▶ [ACTIVITY]: Beginning with the first line, copy out each line of the material until the line containing "M 231,7 L 245,40" has been copied as well.

════════

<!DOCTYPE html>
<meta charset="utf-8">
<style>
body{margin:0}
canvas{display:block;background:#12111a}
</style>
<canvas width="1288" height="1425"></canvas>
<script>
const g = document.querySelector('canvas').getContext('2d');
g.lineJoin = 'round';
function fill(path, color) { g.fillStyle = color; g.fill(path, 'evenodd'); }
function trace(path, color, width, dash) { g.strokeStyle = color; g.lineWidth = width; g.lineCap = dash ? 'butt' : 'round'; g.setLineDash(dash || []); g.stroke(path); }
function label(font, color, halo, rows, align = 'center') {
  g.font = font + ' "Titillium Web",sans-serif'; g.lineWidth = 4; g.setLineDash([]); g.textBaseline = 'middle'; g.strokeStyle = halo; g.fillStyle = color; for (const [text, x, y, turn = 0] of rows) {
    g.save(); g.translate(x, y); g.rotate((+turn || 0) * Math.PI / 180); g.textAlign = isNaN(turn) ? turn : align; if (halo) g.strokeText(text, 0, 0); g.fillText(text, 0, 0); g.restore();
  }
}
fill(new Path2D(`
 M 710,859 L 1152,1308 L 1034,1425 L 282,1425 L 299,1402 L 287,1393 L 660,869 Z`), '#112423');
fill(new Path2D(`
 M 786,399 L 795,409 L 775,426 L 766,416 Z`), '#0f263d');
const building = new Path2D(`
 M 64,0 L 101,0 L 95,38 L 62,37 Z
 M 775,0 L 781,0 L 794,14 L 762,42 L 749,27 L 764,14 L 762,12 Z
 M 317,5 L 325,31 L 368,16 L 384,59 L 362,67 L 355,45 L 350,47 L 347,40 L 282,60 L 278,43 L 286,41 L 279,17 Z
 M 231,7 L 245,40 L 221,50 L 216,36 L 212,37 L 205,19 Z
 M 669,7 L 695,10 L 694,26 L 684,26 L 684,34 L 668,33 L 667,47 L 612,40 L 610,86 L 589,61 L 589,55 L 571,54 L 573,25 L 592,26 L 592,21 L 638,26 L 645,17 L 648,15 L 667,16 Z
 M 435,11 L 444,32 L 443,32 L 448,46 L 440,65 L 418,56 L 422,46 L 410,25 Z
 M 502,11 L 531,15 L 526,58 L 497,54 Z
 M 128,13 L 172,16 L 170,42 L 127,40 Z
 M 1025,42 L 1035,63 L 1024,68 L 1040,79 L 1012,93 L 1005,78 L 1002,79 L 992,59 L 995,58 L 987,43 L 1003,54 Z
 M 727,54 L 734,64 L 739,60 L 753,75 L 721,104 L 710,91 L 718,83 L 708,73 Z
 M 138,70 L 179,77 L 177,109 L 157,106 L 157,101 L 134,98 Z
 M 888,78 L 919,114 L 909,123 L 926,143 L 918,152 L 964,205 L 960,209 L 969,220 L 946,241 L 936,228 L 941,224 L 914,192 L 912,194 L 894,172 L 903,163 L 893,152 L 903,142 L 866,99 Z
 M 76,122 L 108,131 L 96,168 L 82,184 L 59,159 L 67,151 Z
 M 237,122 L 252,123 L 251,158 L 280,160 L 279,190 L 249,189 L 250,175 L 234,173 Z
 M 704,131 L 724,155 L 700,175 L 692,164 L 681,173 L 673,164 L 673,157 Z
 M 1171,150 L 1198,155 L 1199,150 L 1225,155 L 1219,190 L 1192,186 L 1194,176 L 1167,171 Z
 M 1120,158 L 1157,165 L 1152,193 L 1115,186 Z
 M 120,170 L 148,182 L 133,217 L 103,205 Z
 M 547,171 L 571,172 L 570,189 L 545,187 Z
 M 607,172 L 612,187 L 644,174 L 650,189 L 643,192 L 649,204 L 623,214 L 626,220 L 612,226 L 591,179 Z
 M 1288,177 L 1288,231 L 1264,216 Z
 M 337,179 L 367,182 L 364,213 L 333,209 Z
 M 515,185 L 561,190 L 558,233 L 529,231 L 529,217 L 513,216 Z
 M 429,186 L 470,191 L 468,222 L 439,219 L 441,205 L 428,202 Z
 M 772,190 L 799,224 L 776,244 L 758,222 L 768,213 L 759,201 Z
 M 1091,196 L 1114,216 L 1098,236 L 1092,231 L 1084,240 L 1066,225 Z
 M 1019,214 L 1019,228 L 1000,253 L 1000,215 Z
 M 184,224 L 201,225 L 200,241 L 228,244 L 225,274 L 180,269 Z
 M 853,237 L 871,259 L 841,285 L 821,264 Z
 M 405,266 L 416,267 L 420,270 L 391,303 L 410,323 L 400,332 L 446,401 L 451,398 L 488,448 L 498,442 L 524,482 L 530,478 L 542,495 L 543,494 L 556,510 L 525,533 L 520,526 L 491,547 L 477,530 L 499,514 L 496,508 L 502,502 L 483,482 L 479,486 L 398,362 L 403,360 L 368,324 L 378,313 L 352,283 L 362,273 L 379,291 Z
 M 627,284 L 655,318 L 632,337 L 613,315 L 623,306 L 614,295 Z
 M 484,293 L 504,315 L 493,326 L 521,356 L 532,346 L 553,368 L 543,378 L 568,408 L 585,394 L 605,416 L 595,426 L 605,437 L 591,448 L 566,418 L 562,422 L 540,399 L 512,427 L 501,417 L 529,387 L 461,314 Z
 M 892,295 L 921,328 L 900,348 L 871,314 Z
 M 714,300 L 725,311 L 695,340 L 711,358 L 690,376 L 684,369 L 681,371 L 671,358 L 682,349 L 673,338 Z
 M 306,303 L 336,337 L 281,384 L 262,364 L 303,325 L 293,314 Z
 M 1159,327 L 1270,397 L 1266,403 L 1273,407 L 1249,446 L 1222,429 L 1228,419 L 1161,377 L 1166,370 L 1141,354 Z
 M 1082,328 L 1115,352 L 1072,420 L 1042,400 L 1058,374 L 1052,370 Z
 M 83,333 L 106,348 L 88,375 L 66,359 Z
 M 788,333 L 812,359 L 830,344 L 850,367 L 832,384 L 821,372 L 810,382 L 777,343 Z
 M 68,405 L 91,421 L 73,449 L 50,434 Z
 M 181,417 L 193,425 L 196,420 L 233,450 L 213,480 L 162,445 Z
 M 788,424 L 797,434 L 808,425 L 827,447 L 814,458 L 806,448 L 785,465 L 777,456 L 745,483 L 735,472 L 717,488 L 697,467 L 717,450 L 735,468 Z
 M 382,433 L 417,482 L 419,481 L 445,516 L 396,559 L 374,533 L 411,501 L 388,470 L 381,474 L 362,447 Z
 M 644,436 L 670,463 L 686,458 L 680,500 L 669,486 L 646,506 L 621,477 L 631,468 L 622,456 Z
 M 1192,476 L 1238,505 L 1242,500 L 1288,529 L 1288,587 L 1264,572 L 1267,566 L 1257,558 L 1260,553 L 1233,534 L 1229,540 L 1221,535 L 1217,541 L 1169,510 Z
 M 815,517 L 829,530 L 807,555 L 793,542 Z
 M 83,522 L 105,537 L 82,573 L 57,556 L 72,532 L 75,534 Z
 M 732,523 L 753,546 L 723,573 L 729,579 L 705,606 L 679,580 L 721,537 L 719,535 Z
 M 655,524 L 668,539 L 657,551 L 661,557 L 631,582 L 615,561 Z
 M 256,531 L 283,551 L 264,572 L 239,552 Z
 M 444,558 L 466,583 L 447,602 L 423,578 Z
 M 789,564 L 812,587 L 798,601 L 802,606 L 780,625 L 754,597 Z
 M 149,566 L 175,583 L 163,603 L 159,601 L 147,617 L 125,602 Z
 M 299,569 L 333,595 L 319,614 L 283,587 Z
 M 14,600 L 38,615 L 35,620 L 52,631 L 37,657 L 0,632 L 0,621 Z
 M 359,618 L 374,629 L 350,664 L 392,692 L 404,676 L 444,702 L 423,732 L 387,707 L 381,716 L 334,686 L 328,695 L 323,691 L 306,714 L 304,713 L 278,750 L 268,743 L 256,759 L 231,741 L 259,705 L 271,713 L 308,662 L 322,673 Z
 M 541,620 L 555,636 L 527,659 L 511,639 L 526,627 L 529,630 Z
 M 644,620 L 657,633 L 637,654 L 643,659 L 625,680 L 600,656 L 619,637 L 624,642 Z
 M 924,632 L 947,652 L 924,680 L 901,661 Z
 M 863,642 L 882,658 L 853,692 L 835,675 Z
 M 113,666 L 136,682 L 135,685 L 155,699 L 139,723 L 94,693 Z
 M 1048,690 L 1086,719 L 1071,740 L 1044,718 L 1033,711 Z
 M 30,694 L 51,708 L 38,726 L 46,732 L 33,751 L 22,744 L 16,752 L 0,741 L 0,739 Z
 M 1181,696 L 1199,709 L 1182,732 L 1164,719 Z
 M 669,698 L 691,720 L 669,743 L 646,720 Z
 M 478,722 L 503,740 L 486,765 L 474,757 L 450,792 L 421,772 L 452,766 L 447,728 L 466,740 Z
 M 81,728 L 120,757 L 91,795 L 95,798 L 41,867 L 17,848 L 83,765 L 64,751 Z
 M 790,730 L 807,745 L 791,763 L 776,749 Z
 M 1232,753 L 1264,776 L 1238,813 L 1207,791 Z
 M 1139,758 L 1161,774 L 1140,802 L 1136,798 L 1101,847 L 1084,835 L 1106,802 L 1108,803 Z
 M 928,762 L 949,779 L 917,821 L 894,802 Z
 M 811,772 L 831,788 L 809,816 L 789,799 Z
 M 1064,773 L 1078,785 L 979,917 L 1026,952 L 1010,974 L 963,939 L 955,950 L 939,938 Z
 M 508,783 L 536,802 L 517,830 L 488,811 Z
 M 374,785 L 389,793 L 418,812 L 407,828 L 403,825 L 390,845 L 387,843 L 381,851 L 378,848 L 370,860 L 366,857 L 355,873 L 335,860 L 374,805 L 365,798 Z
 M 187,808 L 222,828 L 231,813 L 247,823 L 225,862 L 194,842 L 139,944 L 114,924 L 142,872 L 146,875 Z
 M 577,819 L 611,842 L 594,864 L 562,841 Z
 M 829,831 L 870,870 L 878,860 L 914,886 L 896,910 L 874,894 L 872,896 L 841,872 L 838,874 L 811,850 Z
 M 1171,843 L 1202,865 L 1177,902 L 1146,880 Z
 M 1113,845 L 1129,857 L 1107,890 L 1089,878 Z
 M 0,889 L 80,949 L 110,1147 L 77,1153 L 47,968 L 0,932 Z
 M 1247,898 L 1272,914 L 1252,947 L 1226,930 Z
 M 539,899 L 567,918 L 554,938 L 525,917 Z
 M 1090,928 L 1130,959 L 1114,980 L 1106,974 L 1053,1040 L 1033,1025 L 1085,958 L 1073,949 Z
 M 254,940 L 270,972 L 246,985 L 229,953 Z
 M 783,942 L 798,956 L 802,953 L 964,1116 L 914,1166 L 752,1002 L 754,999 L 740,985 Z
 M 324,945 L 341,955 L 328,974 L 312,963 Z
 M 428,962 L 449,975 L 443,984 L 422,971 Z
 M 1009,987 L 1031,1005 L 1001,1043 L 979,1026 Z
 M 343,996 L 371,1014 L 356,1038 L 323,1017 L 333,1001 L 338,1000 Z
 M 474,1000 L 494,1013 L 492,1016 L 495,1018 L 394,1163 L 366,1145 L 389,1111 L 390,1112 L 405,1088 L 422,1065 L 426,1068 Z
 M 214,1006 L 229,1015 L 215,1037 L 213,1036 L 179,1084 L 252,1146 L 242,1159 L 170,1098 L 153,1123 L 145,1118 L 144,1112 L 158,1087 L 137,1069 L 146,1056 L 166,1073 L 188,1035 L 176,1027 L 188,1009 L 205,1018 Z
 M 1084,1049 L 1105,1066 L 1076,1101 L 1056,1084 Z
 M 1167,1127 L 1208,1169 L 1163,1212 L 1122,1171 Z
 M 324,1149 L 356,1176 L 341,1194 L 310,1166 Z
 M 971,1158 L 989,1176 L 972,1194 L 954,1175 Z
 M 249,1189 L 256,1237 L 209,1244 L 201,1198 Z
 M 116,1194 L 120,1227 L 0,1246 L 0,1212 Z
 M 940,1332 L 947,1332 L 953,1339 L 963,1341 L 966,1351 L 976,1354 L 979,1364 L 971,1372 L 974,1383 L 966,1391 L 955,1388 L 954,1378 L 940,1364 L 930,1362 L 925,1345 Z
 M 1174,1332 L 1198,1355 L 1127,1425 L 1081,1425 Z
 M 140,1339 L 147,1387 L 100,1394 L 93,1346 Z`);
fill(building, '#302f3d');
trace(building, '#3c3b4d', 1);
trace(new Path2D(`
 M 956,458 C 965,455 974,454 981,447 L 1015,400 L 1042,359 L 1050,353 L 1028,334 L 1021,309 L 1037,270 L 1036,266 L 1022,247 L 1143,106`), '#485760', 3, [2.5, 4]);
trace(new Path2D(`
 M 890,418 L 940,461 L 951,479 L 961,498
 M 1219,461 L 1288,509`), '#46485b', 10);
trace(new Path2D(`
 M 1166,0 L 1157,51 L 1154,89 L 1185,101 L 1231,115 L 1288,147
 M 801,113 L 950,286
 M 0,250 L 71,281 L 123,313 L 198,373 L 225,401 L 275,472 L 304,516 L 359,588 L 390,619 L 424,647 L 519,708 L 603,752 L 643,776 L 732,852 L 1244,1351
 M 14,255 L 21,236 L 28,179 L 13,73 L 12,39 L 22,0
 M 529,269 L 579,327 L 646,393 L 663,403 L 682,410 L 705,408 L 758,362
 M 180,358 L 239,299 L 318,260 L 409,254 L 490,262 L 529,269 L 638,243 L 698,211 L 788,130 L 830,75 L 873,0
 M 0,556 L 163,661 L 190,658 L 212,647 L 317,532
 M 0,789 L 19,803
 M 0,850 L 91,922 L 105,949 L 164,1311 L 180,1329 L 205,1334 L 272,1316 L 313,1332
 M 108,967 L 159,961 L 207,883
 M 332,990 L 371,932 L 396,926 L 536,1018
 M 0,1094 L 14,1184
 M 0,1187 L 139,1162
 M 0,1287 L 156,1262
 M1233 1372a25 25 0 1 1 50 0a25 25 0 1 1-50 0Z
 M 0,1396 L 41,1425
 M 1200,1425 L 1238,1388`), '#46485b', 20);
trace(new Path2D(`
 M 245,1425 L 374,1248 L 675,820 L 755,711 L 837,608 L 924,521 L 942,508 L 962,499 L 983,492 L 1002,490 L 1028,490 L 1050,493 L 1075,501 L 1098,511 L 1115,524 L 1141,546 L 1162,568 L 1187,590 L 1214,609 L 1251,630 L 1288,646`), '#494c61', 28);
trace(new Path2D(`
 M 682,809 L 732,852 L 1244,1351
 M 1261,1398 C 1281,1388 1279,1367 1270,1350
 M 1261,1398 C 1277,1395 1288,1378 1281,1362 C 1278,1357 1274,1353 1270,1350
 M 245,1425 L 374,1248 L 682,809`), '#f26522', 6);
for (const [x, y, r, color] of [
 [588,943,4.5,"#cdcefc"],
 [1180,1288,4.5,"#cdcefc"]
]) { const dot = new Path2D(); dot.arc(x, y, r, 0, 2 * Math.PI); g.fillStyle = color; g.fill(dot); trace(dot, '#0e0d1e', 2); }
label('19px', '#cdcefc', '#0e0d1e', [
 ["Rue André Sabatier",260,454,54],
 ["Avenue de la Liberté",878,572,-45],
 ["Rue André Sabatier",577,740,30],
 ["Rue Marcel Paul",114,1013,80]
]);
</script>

════════

▶ [EXERCISE RESPONSE]:
<!DOCTYPE html>
<meta charset="utf-8">
<style>
body{margin:0}
canvas{display:block;background:#12111a}
</style>
<canvas width="1288" height="1425"></canvas>
<script>
const g = document.querySelector('canvas').getContext('2d');
g.lineJoin = 'round';
function fill(path, color) { g.fillStyle = color; g.fill(path, 'evenodd'); }
function trace(path, color, width, dash) { g.strokeStyle = color; g.lineWidth = width; g.lineCap = dash ? 'butt' : 'round'; g.setLineDash(dash || []); g.stroke(path); }
function label(font, color, halo, rows, align = 'center') {
  g.font = font + ' "Titillium Web",sans-serif'; g.lineWidth = 4; g.setLineDash([]); g.textBaseline = 'middle'; g.strokeStyle = halo; g.fillStyle = color; for (const [text, x, y, turn = 0] of rows) {
    g.save(); g.translate(x, y); g.rotate((+turn || 0) * Math.PI / 180); g.textAlign = isNaN(turn) ? turn : align; if (halo) g.strokeText(text, 0, 0); g.fillText(text, 0, 0); g.restore();
  }
}
fill(new Path2D(`
 M 710,859 L 1152,1308 L 1034,1425 L 282,1425 L 299,1402 L 287,1393 L 660,869 Z`), '#112423');
fill(new Path2D(`
 M 786,399 L 795,409 L 775,426 L 766,416 Z`), '#0f263d');
const building = new Path2D(`
 M 64,0 L 101,0 L 95,38 L 62,37 Z
 M 775,0 L 781,0 L 794,14 L 762,42 L 749,27 L 764,14 L 762,12 Z
 M 317,5 L 325,31 L 368,16 L 384,59 L 362,67 L 355,45 L 350,47 L 347,40 L 282,60 L 278,43 L 286,41 L 279,17 Z
 M 231,7 L 245,40 L 221,50 L 216,36 L 212,37 L 205,19 Z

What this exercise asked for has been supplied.